R makes it super easy to work with most (if not all) commonly used probability distributions directly. Accessing these distributions follows the same consistent syntax: xdist()
where x
is the probability function abbreviation and dist
is the command abbreviation (see tables below).
Distribution | Abbreviation |
---|---|
Beta | beta |
Binomial | binom |
Chi-square | chisq |
Exponential | exp |
Gamma | gamma |
Negative Binomial | nbinom |
Normal | norm |
Poisson | pois |
Uniform | unif |
T | t |
Abbreviation | Description |
---|---|
r | draw random values from a distribution |
d | density (likelihood) of a distribution at a certain value |
p | cumulative probability up to a certain value (is the output) |
q | inverse cumulative probability (returns the number that has a cumulative probability of a certain value) |
In this section you’ll get a feel for how to work with the probability distribution commands in R. We will primarily focus on the r
and d
probability commands, but see the R documentation of any command if you’re interested in learning more (e.g. ?pnorm
).
library(tidyverse)
library(cowplot)
# We set a random number generating seed,
# so that results are reproducible
set.seed(808)
# Draw 10,000 samples from N(0, 1) distribution and plot histogram
rnorm(n = 10000, mean = 0, sd = 1) %>%
as_data_frame() %>%
ggplot(aes(value)) + geom_histogram()
# Under the N(0,1) distribution what is the likelihood of obtaining x = 0.25
dnorm(x = 0.25, mean = 0, sd = 1)
## [1] 0.3866681
# You can also obtain the likelihood for multiple samples at once
samps <- c(-0.5, -1.5, 0.01, 0.8, 2.5)
dnorm(samps, mean = 0, sd = 1)
## [1] 0.3520653 0.1295176 0.3989223 0.2896916 0.0175283
You’ve figured out that on average you receive 15 emails every day. Assuming your daily mailbox follows a Poisson
distribution, what does your daily email total distribution look like? How likely is it that you get 25 emails in a given day?
# R Code here
Simulate 5 days of mail under the assumed Poisson
distribution. What is the likelihood of getting those daily email totals over 5 consecutive days?
# R Code here
In this section we are going to calculate the likelihood for data from a linear model. We will use the modelr
package primarily for the simulated data sim1
that it contains, but the package also has nice functionality useful in various modeling scenarios.
library(modelr)
# We will use the sim1 dataset to understand likelihood
head(sim1)
## # A tibble: 6 × 2
## x y
## <int> <dbl>
## 1 1 4.199913
## 2 1 7.510634
## 3 1 2.125473
## 4 2 8.988857
## 5 2 10.243105
## 6 2 11.296823
sim1 %>% ggplot(aes(x, y)) + geom_point()
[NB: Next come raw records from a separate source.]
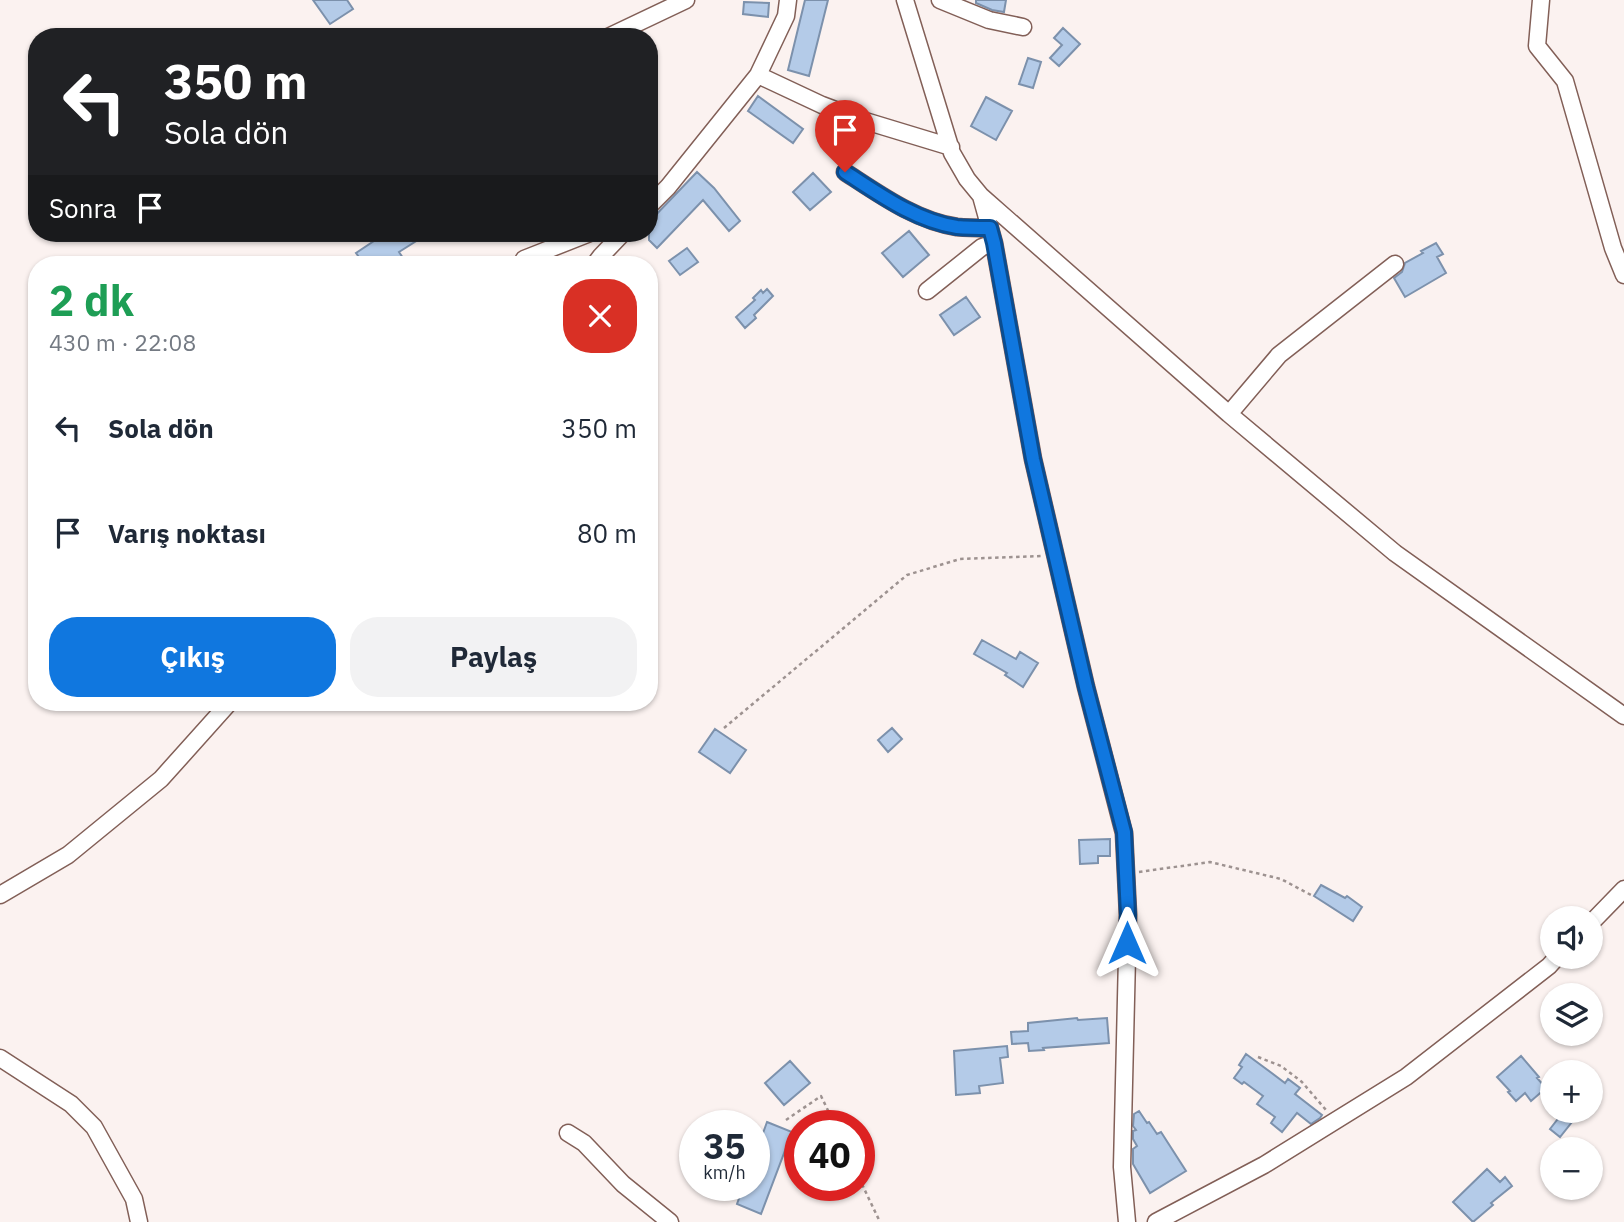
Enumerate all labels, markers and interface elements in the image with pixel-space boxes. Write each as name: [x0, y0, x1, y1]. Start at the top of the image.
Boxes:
text: 350 m: [164, 49, 308, 112]
icon: left: [49, 56, 140, 147]
pin: [815, 100, 875, 172]
text: Sola dön: [164, 111, 289, 153]
icon: arrive: [826, 111, 864, 149]
icon: arrive: [131, 189, 169, 227]
text: Sonra: [49, 191, 117, 225]
text: 2 dk: [49, 273, 134, 328]
button: close: [563, 279, 637, 353]
text: 430 m · 22:08: [49, 327, 196, 357]
icon: left: [49, 409, 87, 447]
text: Sola dön: [108, 411, 214, 445]
text: 350 m: [561, 411, 637, 445]
icon: arrive: [49, 514, 87, 552]
text: Varış noktası: [108, 516, 266, 550]
text: 80 m: [577, 516, 637, 550]
button: Çıkış: [49, 617, 336, 697]
button: Paylaş: [350, 617, 637, 697]
position arrow: [1090, 906, 1164, 980]
map controls: [1540, 906, 1603, 1200]
button: sound: [1540, 906, 1603, 969]
button: layers: [1540, 983, 1603, 1046]
button: +: [1540, 1060, 1603, 1123]
speed limit sign: 40: [784, 1110, 875, 1201]
text: 35: [703, 1123, 746, 1169]
button: −: [1540, 1137, 1603, 1200]
text: km/h: [703, 1161, 746, 1184]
# We can calculate the likelihood of a proposed model this way
slope = 4 # Proposed slope
yint = 10 # Proposed y intercept
prod(dnorm(x = sim1$y, mean = slope*sim1$x + yint, sd=2))
## [1] 0
# This is why we usually sum the log likelihood instead
sum(dnorm(x = sim1$y, mean = slope*sim1$x + yint, sd=2, log=T))
## [1] -1203.213
You can see we will be calculating the prediced ys from our model many times, so let’s turn it into a function, lm_preds()
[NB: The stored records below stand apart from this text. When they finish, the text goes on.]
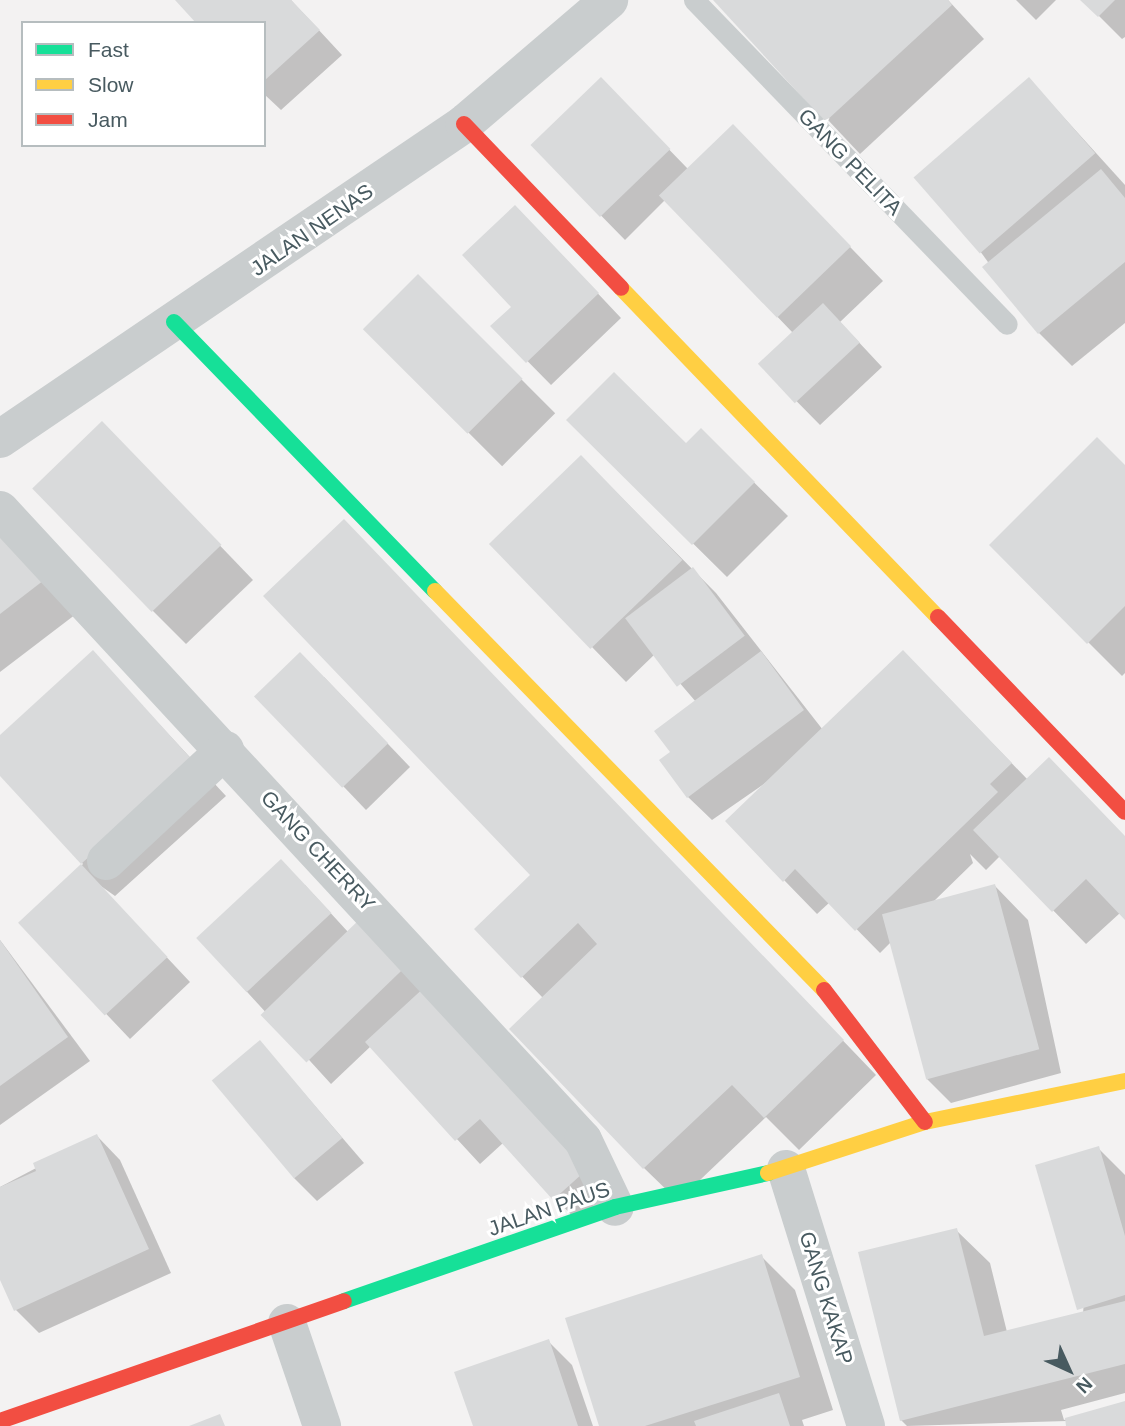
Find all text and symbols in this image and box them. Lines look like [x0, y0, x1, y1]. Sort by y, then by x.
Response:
legend [21, 21, 266, 147]
text: Fast [88, 38, 129, 61]
text: Slow [88, 73, 134, 96]
street label: GANG PELITA [793, 103, 907, 221]
text: Jam [88, 108, 128, 131]
street label: JALAN NENAS [246, 179, 378, 281]
street label: GANG CHERRY [256, 785, 380, 917]
street label: JALAN PAUS [485, 1176, 613, 1242]
street label: GANG KAKAP [794, 1228, 858, 1368]
north arrow [1034, 1335, 1104, 1405]
text: N [1072, 1373, 1096, 1397]

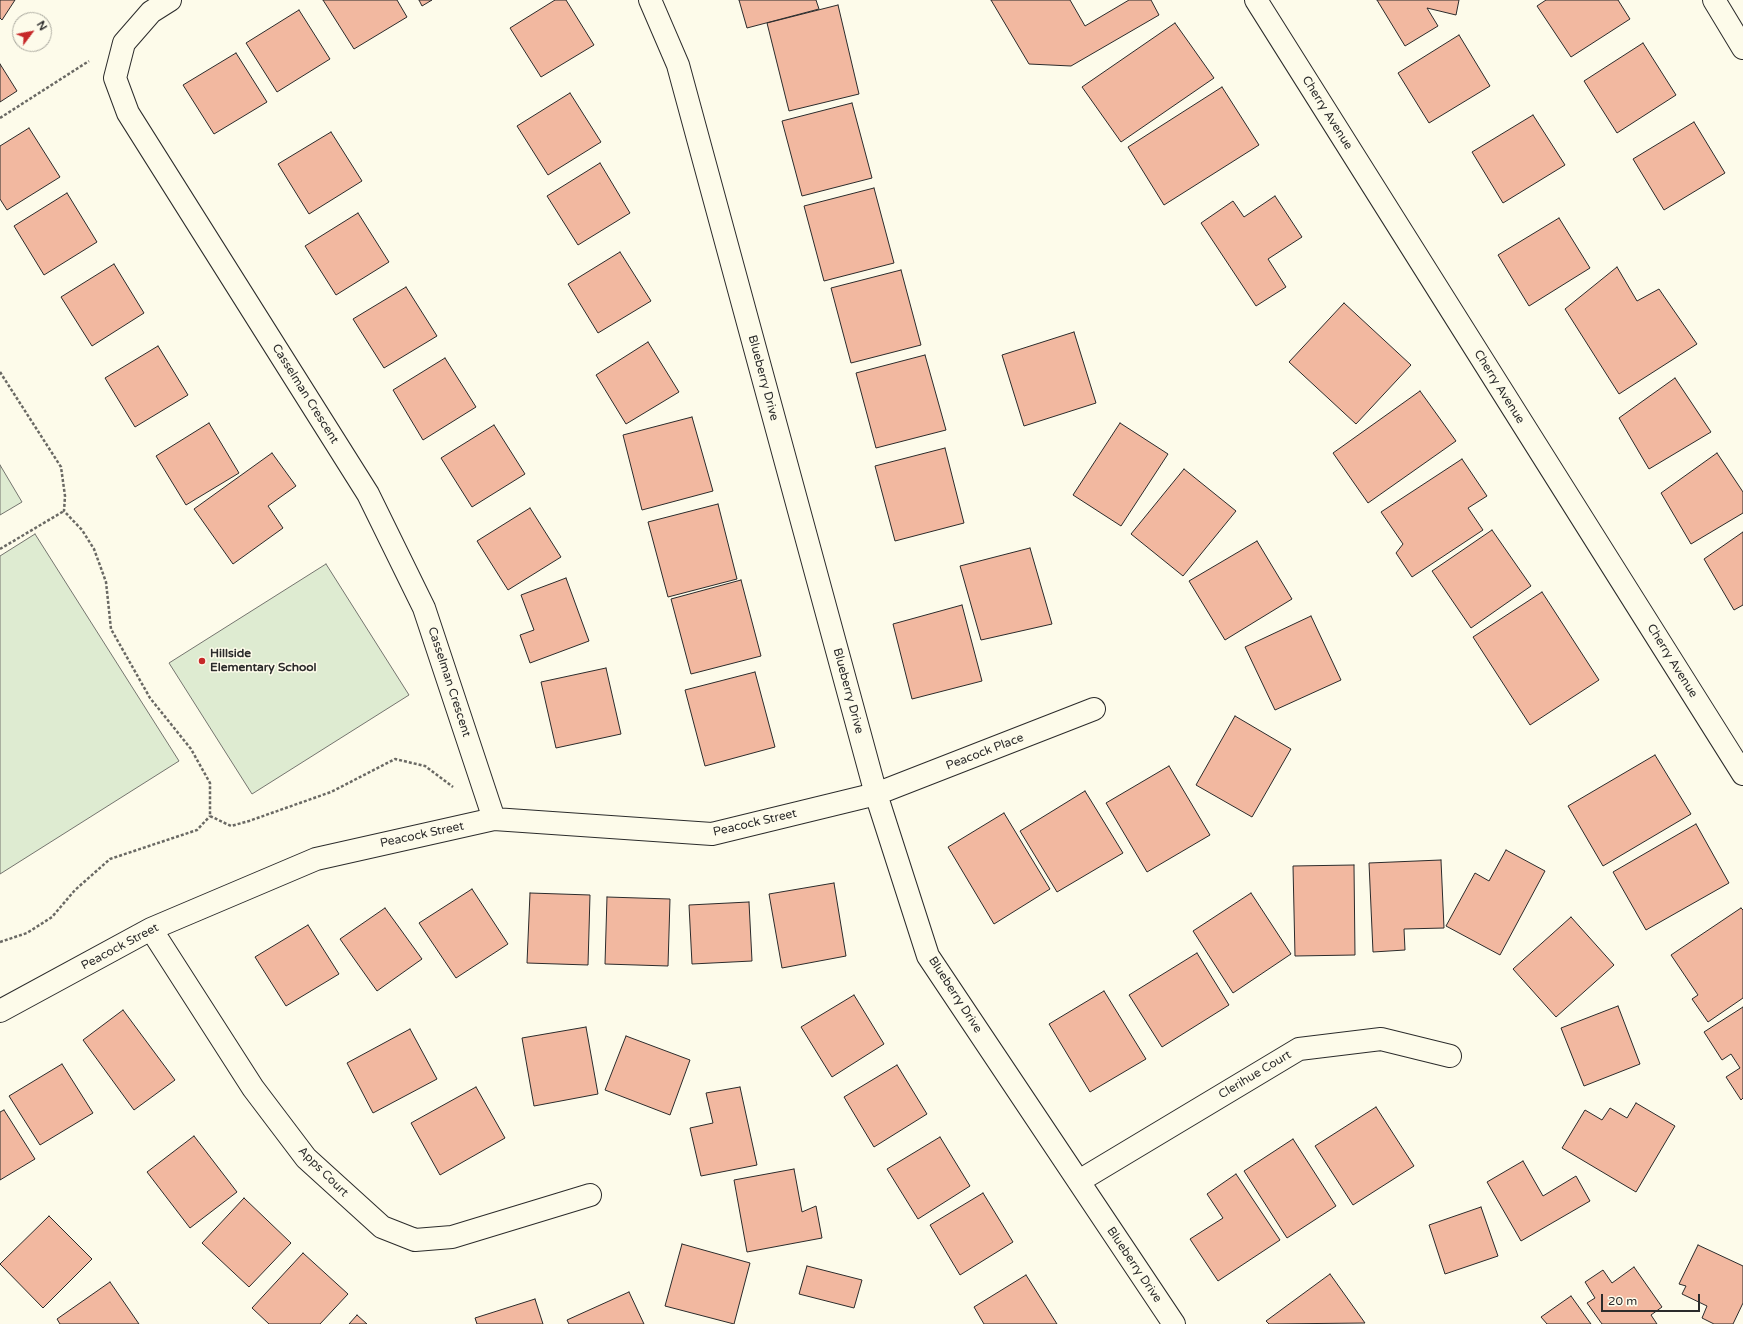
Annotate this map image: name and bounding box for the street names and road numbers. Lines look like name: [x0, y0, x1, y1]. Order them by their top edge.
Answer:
street label: Cherry Avenue: [1299, 74, 1355, 152]
street label: Blueberry Drive: [745, 334, 781, 422]
street label: Casselman Crescent: [269, 342, 341, 446]
street label: Cherry Avenue: [1471, 348, 1527, 426]
street label: Cherry Avenue: [1644, 622, 1700, 700]
street label: Casselman Crescent: [424, 625, 474, 739]
street label: Blueberry Drive: [830, 647, 866, 735]
street label: Peacock Place: [944, 731, 1026, 773]
street label: Peacock Street: [712, 806, 798, 840]
street label: Peacock Street: [379, 819, 465, 851]
street label: Peacock Street: [79, 921, 161, 973]
street label: Blueberry Drive: [925, 954, 985, 1036]
street label: Clerihue Court: [1216, 1048, 1294, 1102]
street label: Apps Court: [295, 1144, 351, 1200]
street label: Blueberry Drive: [1103, 1224, 1165, 1306]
lm_preds <- function(slope, yint, x){
slope * x + yint
}
# Now our log-likelihood function looks like ths
sum(dnorm(x = sim1$y, mean = lm_preds(slope=slope, yint=yint, sim1$x), sd=2, log=T))
## [1] -1203.213
Great, so now you’ve seen how to actually write a function, and how to calculate a likelihood. Now try to make a function that takes the data (xs and ys), the proposed model (slope and yintercept), and then returns the log likelihood. Test your function with different proposed models to try to find the maximum likelihood for the model
# R Code Here
In the previous example, we tested the likelihood of simulated data given by the modelr
package. Somestimes it can be slightl difficult to understand the limits of likelihood without knowing the true data generating process, so we will learn how to randomly generate data in this section.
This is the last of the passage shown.